Last week, veteran Trek designer John Eaves shared some notes on Facebook about the process of designing the USS Enterprise, as seen the in season one finale of Star Trek: Discovery, and how it differed from the concept art seen in the 2019 Star Trek: Ships of The Line Calendar. We reported on Eaves’ description of those differences, however chose not to cover additional comments he made that were outside the bounds of being strictly design notes.
In these comments from Eaves’ now-deleted Facebook post, it was implied that there were legal issues surrounding the use of the classic USS Enterprise design which dictated the changes seen in Star Trek: Discovery. These comments were picked up by some fans and a few press outlets, creating a bit of a controversy.

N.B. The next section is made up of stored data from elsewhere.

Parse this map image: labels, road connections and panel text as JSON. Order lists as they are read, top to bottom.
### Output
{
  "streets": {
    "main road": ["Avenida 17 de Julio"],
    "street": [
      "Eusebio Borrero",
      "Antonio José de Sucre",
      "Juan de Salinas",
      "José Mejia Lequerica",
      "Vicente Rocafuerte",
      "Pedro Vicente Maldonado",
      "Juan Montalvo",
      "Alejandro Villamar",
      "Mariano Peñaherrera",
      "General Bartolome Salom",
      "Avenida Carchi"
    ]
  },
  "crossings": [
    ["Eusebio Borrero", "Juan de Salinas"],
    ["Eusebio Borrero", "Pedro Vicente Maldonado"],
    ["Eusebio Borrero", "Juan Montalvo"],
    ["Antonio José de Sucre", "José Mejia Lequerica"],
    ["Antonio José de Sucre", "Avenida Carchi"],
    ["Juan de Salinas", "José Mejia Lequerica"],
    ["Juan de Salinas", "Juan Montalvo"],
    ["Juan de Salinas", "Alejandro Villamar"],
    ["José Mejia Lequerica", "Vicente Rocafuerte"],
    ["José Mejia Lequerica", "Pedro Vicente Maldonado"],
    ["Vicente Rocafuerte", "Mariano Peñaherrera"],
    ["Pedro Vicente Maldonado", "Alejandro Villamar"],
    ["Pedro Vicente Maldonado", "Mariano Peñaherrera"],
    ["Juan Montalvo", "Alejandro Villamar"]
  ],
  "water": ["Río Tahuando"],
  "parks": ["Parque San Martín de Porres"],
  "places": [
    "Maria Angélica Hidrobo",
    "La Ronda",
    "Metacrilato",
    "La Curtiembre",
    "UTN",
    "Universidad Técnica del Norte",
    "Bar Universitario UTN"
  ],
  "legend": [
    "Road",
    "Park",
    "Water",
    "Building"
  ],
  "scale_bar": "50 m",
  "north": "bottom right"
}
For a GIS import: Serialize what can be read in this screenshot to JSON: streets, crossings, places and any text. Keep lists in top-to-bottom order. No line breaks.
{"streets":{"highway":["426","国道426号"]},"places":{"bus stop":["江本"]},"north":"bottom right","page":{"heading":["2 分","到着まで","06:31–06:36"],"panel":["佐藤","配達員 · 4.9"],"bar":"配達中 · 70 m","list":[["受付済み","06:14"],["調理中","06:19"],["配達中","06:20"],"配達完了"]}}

However, the implication that there was some kind of legal requirement to change the USS Enterprise design didn’t seem to fit with what is known about CBS ownership of the Star Trek TV franchise.
Today CBS provided TrekMovie with the following statement to clarify the design decisions:
CBS TV Studios does, in fact, have the right to use the U.S.S. Enterprise ship design from the past TV series, and are not legally required to make changes. The changes in the ship design were creative ones, made to utilize 2018’s VFX technology.
The art that was used in the 2019 calendar is ‘concept art,’ which was completed long before the VFX process is completed.
Enterprise redesign fits with Discovery’s visual update inside prime canon
This clarification fits with comments made by production designer Tamara Deverell and visual effects supervisor Jason Zimmerman at the recent WonderCon Discovery panel, where they talked about how the USS Enterprise was changed to match the aesthetic of the show, and fit with the USS Discovery in terms of size.
Tamara Deverell: For the Enterprise, we based it initially off of The Original Series. We were really drawing a lot of our materials from that. And then we particularly went to more of the Star Trek movies, which is a little bit fatter, a little bit bigger. Overall, I think we expanded the length of it to be within the world of our Discovery, which is bigger, so we did cheat it as a larger ship.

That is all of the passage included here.